C++ Exceptions and Inheritance from std::exception

Question

Given this sample code:

#include <iostream>
#include <stdexcept>

class my_exception_t : std::exception
{
public:
    explicit my_exception_t()
    { }

    virtual const char* what() const throw()
    { return "Hello, world!"; }
};

int main()
{
    try
        { throw my_exception_t(); }
    catch (const std::exception& error)
        { std::cerr << "Exception: " << error.what() << std::endl; }
    catch (...)
        { std::cerr << "Exception: unknown" << std::endl; }

    return 0;
}

I get the following output:

Exception: unknown

Yet simply making the inheritance of my_exception_t from std::exception public, I get the following output:

Exception: Hello, world!

Could someone please explain to me why the type of inheritance matters in this case?

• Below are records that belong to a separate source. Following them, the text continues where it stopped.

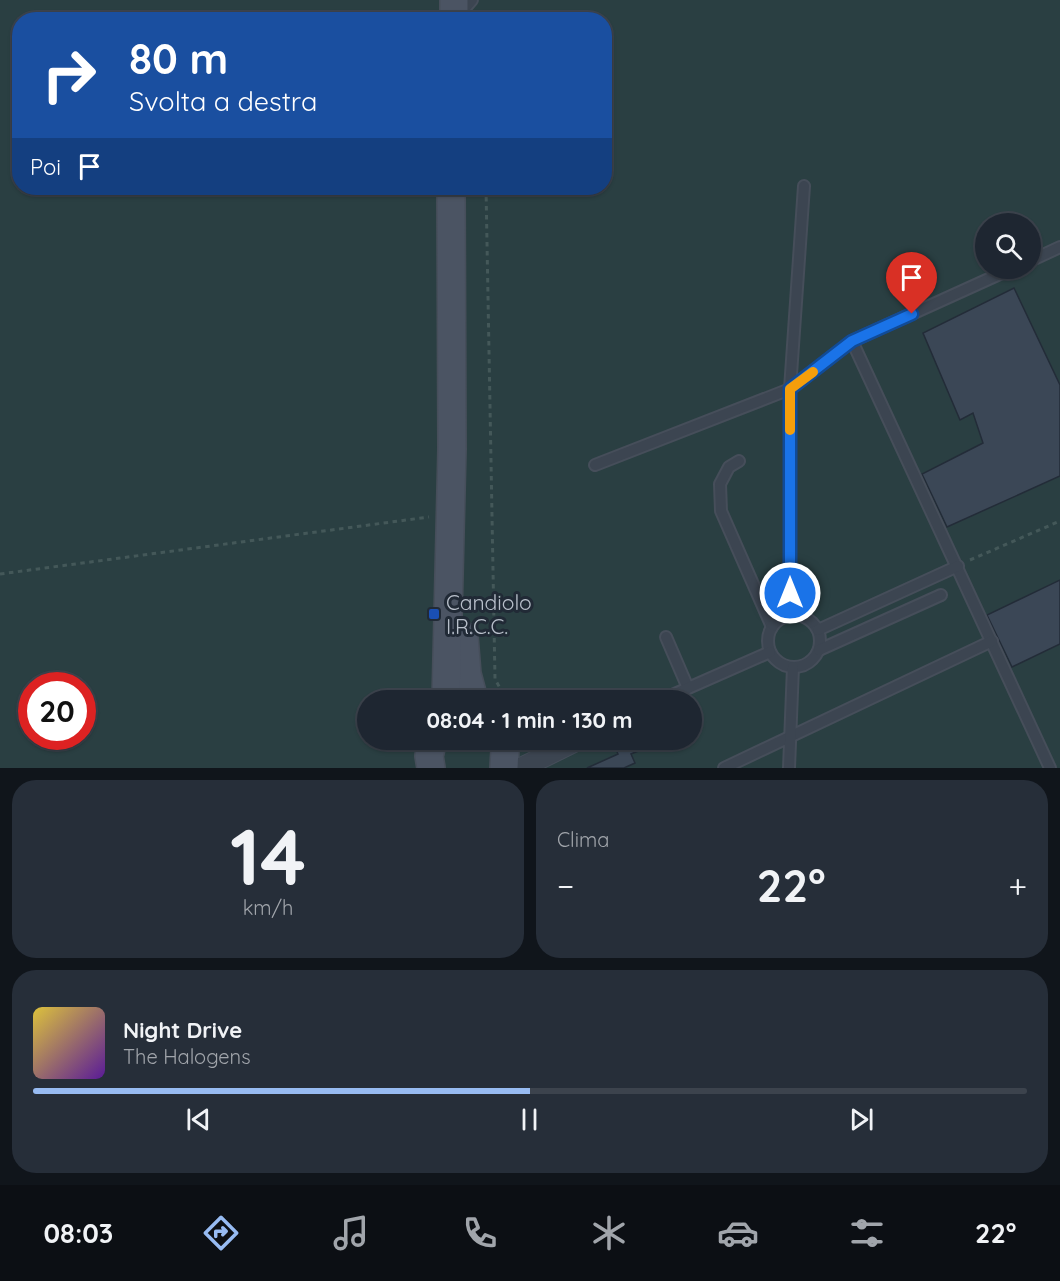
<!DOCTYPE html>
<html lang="it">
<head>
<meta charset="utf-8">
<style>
  body { margin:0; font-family:Quicksand,sans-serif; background:#262e39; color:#f1f3f6; height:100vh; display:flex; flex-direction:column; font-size:22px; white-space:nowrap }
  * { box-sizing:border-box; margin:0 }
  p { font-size:20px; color:#a1a5ab }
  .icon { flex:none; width:33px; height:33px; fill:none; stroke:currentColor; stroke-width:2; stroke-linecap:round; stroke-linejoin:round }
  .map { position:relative; height:768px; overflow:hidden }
  .drawer { display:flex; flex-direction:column; gap:12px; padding:12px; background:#10151b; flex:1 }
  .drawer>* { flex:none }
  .top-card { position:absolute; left:12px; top:12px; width:600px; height:183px; border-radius:24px; box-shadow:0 2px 4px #0004,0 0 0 2px #3c434d; background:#1a4fa0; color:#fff; overflow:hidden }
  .tools { position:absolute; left:975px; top:213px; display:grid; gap:12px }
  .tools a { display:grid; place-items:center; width:66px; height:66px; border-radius:50%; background:#1e2631; box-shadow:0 2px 4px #0004,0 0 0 2px #3c434d; font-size:30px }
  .speed { position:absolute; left:18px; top:672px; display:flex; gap:12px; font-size:30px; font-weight:700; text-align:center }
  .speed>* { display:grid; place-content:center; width:78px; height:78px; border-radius:50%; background:#1e2631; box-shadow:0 2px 4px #0004,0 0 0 2px #3c434d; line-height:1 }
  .speed .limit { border:9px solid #d22; background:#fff; color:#111 }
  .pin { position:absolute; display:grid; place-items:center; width:51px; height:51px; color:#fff; margin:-62px -26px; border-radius:50% 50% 50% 0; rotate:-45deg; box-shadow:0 0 6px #0007 }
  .pin .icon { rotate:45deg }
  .me { position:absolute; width:66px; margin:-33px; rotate:0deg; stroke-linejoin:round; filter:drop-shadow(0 0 4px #0008) }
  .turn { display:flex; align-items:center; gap:21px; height:126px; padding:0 18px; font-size:27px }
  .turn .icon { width:78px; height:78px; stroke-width:2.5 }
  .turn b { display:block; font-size:42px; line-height:51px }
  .then { display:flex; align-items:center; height:57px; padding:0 18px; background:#0003; gap:12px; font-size:22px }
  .big { font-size:45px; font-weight:700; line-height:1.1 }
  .drawer .widget { flex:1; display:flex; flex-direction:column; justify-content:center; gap:9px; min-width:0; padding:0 21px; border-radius:24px; background:#262e39 }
  .drawer .dial { align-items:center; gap:0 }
  .dial b { font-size:78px; line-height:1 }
  .song { display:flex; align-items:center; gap:18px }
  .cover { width:72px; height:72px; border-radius:9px; background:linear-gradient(135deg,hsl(50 70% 55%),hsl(270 70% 35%)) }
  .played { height:6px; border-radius:3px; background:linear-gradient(90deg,#97bbf2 50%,#3c434d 50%) }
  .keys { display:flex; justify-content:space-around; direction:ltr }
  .heat { display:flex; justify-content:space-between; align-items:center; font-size:33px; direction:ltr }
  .drawer .tiles { flex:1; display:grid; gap:12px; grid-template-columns:1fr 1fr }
  .widget:last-child { grid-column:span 2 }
  .trip { position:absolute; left:357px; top:690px; width:345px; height:60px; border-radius:30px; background:#1e2631; box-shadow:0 2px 4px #0004,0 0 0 2px #3c434d; font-weight:700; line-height:60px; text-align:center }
  .dock { display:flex; height:96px; justify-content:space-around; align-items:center; background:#0c0f14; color:#a1a5ab }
  .dock .icon { width:42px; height:42px }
  .dock .selected { color:#97bbf2 }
  .dock b { font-size:27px; color:#f1f3f6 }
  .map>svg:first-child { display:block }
</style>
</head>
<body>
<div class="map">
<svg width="1060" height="768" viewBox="0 0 1060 768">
  <rect width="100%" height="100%" fill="#283341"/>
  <path fill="#2a3f42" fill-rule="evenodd" d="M0,0h1060v768h-1060zM20,20h584v168h-584zM986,224h44v44h-44zM32,686h50v50h-50zM368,700h324v40h-324z"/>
  <g fill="#3b4756" stroke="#232c38" stroke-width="1.5">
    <path d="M1014,288l46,97v91l-113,51 -25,-53 61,-31 -10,-30 -13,7 -37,-87z"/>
    <path d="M1060,580v64l-48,23 -25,-52z"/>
    <path d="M612,740h53l-34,14 4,9 -11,5h-37l31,-14z"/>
  </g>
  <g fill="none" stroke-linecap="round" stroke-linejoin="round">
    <defs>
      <g id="lane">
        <path d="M459,15l13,-15"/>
        <path d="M1030,261l30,-14"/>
        <path d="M852,341l198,427"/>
        <path d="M739,461l-10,6 -9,17 1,27 51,116"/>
        <path d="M595,465l195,-76 62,-48 161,-73"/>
        <path d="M790,615v-226l14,-203"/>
        <circle cx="794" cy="641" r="26"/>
        <path d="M818,630l140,-64"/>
        <path d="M666,637l22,51"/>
        <path d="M819,650l122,-55"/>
        <path d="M661,700l109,-48"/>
        <path d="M724,768l268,-127"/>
        <path d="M789,768l4,-101"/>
      </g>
      <path id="street" d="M521,768l57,-28"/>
      <g id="secondary">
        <path d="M454,20v-20"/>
        <path d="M464,636l3,38 7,26"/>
        <path d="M446,700l6,-251 -1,-261"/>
        <path d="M501,740l4,9 -1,19"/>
        <path d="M431,768l-2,-12 4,-16"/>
      </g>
    </defs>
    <use href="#lane" stroke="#464e5a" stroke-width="14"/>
    <use href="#street" stroke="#464e5a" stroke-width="22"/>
    <use href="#secondary" stroke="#464e5a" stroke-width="30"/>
    <g stroke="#445859" stroke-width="3" stroke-dasharray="4.5 4.5" stroke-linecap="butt">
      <path d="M486,188l9,491 10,18 6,3"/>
      <path d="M970,560l90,-39"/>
      <path d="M0,574l429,-57"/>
    </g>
    <use href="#lane" stroke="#3c4551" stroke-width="10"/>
    <use href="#street" stroke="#3c4551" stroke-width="20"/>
    <use href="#secondary" stroke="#4b5463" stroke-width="27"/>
  </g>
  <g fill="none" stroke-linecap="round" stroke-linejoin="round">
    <defs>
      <path id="route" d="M790,593v-204l62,-48 60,-27"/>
    </defs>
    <use href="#route" stroke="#114b97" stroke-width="15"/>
    <use href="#route" stroke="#1a73e8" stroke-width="10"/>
    <path stroke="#f59e0b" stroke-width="10" d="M790,430v-41l23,-17"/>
  </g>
  <rect fill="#1a4fb4" stroke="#212a36" stroke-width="2" x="428" y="608" width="12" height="12" rx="3"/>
  <g text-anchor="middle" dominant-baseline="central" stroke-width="6" stroke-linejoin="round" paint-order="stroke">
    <g font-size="21" fill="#b9c0cb" stroke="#212a36" text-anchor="start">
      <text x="446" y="602">Candiolo<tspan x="446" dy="24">I.R.C.C.</tspan></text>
    </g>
  </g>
</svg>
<div class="tools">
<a><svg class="icon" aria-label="search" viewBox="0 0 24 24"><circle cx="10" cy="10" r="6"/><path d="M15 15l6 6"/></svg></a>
</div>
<div class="speed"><div class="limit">20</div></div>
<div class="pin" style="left:912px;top:314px;background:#d93025"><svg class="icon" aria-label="arrive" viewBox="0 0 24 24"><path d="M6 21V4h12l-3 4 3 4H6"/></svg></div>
<svg class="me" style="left:790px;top:593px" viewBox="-20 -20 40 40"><circle r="17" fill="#1a73e8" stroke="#fff" stroke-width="3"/><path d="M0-11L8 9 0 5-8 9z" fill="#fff"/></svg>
<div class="trip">08:04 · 1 min · 130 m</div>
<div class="top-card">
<div class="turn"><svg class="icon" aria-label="right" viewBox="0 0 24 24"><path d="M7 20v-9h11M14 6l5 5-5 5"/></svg><div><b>80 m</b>Svolta a destra</div></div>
<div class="then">Poi<svg class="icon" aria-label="arrive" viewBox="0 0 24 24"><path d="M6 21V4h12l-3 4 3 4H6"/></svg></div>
</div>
</div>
<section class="drawer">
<div class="tiles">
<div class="widget dial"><b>14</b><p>km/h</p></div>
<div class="widget"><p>Clima</p>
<div class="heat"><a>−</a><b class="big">22°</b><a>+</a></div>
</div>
<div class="widget">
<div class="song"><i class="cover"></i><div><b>Night Drive</b><p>The Halogens</p></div></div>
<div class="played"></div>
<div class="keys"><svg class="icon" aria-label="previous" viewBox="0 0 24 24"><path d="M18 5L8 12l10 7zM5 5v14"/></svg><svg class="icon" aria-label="pause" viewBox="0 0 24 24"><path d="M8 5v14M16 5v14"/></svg><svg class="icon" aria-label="next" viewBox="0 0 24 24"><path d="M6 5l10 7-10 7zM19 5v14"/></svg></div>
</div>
</div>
</section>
<nav class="dock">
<b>08:03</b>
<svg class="icon selected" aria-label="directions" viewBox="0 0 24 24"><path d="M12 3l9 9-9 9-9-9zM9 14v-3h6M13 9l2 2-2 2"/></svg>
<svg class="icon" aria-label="music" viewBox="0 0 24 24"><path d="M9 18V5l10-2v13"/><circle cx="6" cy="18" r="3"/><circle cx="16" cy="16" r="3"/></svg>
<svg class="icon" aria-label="phone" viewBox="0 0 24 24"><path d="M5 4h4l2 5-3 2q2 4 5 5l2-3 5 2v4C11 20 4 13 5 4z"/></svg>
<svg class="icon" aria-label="climate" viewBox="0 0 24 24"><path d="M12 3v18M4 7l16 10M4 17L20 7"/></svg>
<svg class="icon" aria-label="car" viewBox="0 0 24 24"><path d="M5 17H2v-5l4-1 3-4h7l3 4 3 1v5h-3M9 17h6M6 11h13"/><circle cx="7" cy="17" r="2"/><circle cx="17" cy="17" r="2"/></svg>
<svg class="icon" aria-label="filters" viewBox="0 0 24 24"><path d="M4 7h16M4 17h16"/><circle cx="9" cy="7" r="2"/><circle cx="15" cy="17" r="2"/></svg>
<b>22°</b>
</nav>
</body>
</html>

Bonus points for a reference in the standard.

Answer 1

When you inherit privately, you cannot convert to or otherwise access that base class outside of the class. Since you asked for something from the standard:

§11.2/4:
A base class is said to be accessible if an invented public member of the base class is accessible. If a base class is accessible, one can implicitly convert a pointer to a derived class to a pointer to that base class (4.10, 4.11).

Simply put, to anything outside the class it's like you never inherited from std::exception, because it's private. Ergo, it will not be able to be caught in the std::exception& clause, since no conversion exists.